- _What the exercise asks_
The answer must consist of every line below containing "stream".

- _Data extracts_
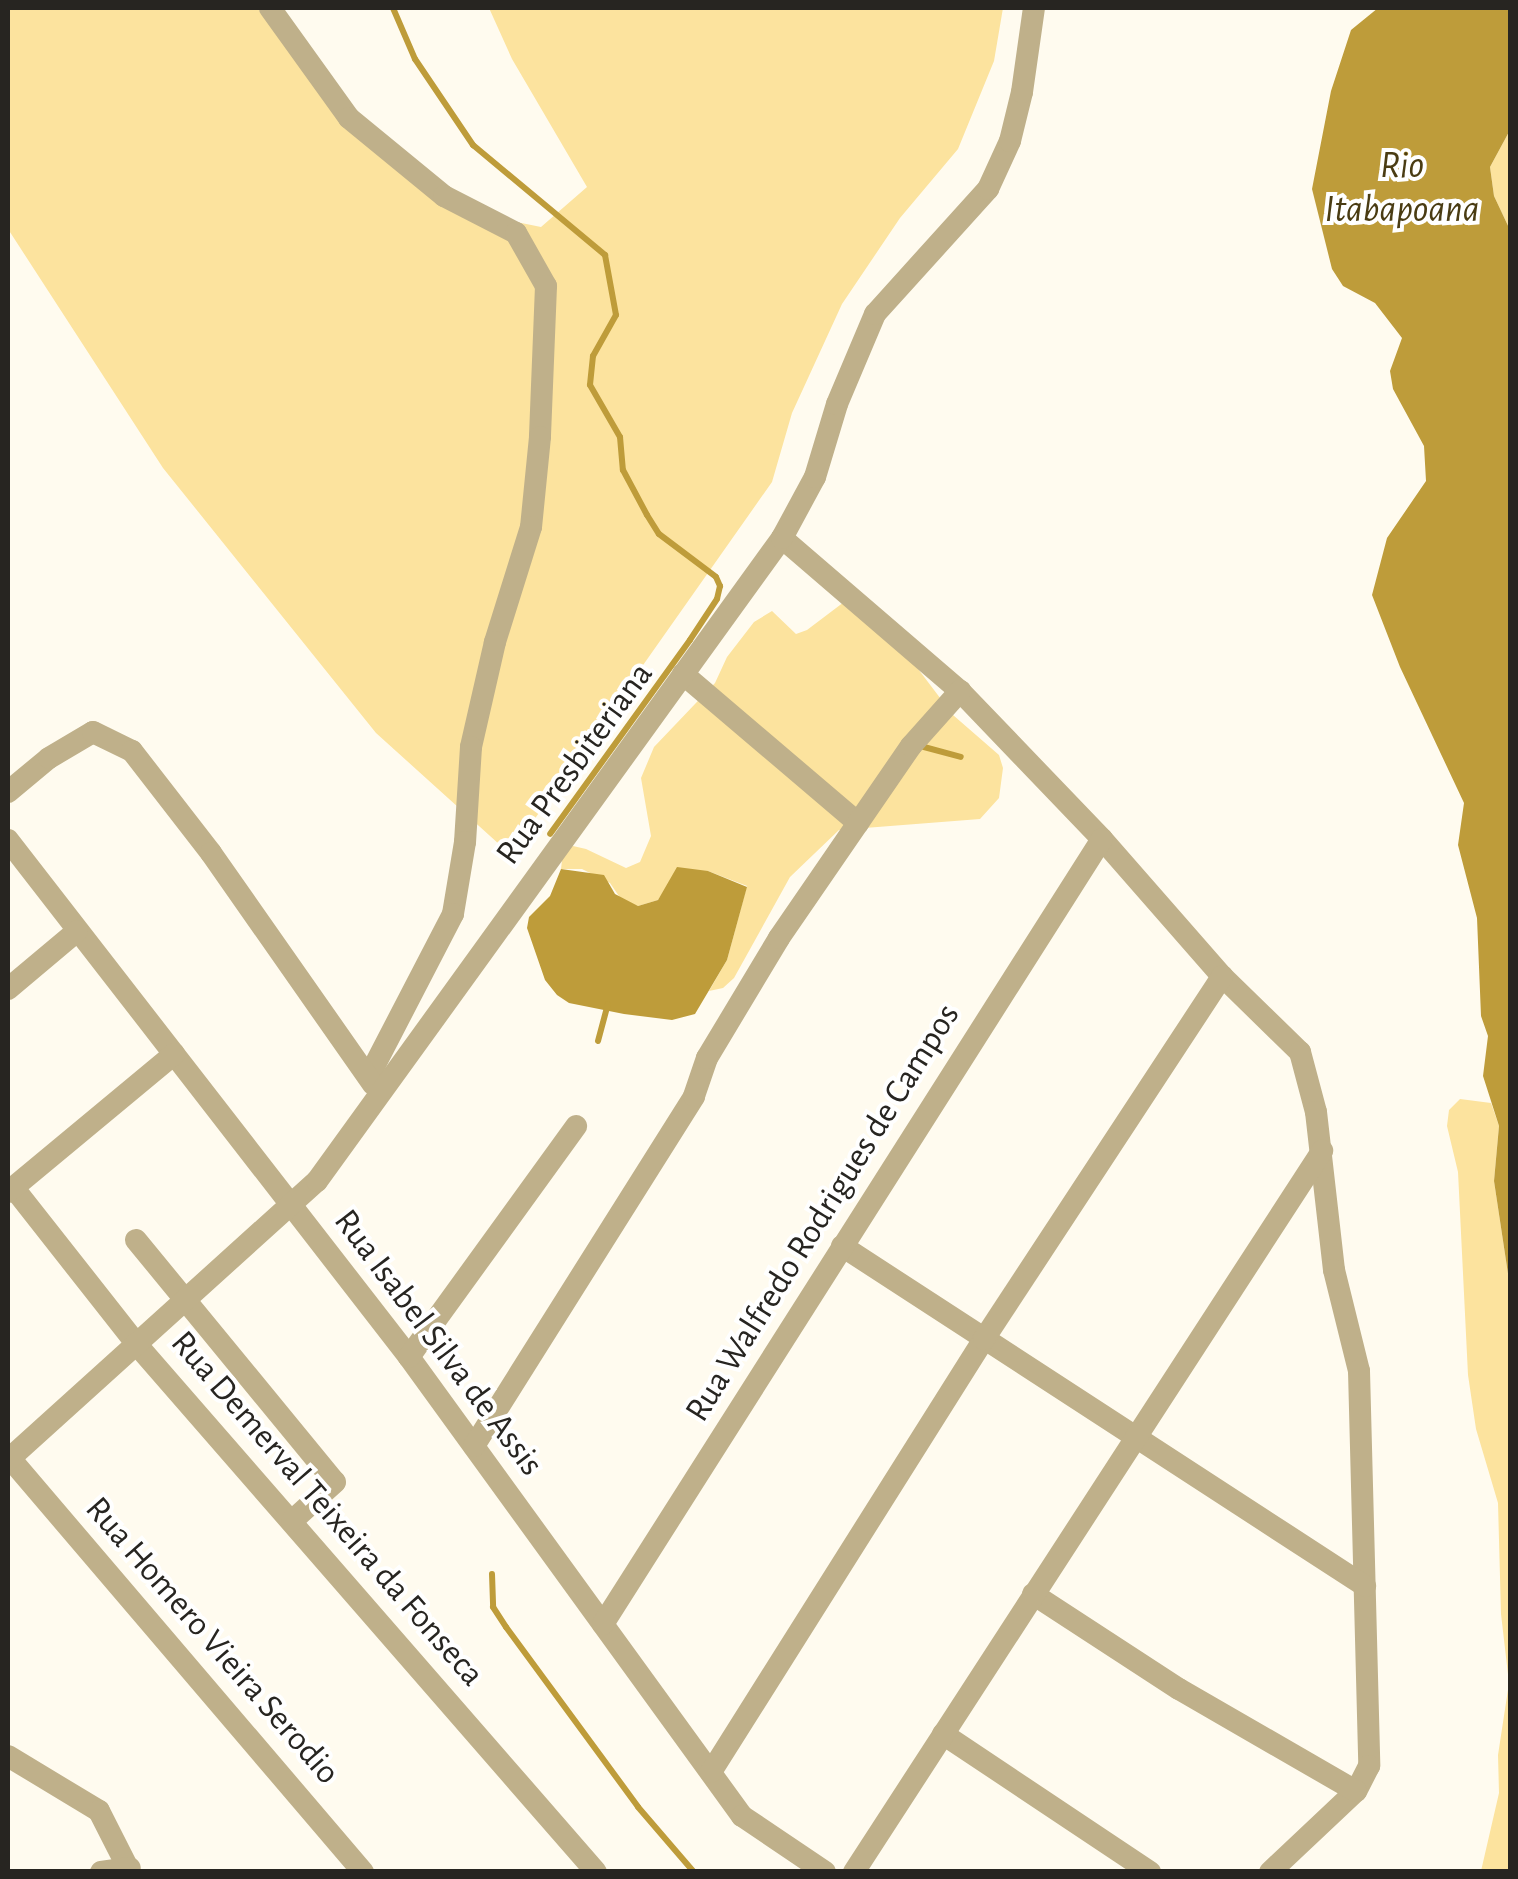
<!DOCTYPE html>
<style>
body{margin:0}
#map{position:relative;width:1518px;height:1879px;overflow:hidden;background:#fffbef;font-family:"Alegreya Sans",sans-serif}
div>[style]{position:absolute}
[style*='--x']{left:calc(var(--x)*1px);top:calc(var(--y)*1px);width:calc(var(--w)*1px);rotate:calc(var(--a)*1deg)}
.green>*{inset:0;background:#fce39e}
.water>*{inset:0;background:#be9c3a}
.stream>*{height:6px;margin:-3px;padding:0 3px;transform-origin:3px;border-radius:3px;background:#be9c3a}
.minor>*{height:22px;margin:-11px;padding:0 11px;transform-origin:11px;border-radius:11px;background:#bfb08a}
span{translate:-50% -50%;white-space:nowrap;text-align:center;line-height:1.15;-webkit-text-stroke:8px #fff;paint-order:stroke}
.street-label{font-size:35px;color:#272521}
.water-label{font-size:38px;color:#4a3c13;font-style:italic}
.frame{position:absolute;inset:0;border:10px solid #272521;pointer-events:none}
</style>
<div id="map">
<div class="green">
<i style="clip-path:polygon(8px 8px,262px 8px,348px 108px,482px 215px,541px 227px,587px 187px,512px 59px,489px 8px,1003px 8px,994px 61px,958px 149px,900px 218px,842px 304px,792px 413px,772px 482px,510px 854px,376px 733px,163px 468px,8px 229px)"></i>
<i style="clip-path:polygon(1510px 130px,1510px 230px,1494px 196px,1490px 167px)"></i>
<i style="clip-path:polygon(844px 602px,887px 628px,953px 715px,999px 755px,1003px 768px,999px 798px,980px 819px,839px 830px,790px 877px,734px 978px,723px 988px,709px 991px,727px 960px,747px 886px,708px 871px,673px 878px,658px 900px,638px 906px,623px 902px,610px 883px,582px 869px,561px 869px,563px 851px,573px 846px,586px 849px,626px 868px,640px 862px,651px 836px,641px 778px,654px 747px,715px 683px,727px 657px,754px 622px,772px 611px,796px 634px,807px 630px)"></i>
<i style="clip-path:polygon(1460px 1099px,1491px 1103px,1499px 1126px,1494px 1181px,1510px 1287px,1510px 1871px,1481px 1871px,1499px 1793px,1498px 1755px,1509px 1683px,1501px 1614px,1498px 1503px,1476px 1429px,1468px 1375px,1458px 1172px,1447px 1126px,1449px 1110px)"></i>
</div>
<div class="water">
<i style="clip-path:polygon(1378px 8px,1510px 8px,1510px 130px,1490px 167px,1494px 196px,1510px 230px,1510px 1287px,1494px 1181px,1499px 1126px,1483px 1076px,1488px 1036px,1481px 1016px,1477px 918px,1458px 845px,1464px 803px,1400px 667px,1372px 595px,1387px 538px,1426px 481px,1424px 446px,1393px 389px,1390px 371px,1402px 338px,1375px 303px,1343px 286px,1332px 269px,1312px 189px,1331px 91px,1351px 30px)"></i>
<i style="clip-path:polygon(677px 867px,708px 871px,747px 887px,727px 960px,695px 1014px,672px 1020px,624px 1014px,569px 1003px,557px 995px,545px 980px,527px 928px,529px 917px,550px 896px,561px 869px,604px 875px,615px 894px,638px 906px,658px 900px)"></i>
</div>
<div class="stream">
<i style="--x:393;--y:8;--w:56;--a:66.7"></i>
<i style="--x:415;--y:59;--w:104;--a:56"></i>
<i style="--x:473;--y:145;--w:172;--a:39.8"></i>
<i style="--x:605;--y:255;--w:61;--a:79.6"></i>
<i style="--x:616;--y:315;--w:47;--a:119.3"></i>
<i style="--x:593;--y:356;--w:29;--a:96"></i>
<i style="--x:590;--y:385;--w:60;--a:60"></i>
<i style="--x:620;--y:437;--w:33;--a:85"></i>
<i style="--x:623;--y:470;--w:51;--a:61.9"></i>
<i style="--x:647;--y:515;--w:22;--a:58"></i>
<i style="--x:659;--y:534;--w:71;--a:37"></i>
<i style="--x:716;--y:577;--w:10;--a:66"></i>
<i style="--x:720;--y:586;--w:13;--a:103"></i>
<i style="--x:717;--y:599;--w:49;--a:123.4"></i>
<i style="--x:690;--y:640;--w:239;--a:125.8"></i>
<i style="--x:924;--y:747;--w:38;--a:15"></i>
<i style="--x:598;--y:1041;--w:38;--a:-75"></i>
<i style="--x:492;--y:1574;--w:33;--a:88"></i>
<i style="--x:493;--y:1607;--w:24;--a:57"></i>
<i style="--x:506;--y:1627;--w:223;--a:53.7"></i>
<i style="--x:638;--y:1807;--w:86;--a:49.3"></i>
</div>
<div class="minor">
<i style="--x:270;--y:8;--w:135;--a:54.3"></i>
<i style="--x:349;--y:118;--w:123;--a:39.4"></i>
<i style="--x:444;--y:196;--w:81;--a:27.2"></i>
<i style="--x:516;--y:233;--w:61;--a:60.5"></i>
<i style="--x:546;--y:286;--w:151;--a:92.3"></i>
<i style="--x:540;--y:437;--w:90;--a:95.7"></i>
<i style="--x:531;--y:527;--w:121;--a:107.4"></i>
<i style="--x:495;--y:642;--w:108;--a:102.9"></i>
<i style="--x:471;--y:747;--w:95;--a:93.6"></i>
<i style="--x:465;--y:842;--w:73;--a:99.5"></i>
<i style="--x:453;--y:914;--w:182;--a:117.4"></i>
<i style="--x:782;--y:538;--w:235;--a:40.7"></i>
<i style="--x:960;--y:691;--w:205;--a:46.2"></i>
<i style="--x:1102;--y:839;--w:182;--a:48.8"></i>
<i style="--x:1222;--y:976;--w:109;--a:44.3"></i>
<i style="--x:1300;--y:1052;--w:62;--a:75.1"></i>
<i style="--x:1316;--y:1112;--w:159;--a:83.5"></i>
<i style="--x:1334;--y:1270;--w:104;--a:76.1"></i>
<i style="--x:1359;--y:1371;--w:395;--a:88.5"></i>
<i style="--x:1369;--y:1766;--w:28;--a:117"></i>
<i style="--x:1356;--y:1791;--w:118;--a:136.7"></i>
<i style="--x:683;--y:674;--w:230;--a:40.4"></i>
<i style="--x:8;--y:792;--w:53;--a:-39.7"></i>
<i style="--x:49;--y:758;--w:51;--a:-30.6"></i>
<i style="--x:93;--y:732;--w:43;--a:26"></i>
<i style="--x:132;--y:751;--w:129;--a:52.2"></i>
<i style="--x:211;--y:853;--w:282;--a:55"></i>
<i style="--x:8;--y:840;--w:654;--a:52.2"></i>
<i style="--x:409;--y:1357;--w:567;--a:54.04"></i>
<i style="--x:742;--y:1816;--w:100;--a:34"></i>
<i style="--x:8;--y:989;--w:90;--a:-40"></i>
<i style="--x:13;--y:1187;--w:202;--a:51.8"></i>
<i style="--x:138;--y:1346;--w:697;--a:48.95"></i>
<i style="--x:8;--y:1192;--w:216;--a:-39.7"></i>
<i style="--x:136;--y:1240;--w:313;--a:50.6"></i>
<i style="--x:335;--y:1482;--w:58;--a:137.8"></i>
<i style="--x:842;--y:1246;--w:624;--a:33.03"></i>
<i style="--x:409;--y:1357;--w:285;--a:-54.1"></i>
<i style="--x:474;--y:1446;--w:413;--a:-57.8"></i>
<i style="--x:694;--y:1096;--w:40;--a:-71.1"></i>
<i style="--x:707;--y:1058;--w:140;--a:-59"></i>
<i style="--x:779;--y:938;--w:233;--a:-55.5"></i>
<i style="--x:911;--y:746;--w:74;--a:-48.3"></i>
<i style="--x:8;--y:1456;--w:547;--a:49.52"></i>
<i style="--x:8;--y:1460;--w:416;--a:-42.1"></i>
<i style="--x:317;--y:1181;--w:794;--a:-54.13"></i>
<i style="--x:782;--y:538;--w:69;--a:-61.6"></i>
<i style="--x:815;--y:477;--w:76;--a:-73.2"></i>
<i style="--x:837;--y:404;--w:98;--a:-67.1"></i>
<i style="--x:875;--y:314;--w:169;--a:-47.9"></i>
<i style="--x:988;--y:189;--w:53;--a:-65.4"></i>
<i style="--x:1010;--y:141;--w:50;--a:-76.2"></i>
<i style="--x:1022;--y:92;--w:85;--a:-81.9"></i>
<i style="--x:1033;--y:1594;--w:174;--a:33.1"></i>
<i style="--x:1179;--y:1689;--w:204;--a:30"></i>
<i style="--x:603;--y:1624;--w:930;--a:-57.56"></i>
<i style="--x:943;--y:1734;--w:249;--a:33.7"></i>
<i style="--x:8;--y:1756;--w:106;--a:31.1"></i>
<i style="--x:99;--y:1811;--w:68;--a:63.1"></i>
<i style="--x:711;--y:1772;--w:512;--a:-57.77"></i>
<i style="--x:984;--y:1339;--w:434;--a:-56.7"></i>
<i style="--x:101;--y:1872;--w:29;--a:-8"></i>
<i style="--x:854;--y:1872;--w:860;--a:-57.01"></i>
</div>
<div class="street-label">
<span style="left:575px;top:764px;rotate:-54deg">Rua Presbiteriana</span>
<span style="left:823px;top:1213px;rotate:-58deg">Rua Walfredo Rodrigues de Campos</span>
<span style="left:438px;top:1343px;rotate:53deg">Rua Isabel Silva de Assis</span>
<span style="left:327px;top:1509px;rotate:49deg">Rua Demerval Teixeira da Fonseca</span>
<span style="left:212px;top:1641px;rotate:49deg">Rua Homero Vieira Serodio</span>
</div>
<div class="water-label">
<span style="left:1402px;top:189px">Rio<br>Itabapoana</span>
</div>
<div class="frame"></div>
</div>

- _Solution to this exercise_
.stream>*{height:6px;margin:-3px;padding:0 3px;transform-origin:3px;border-radius:3px;background:#be9c3a}
<div class="stream">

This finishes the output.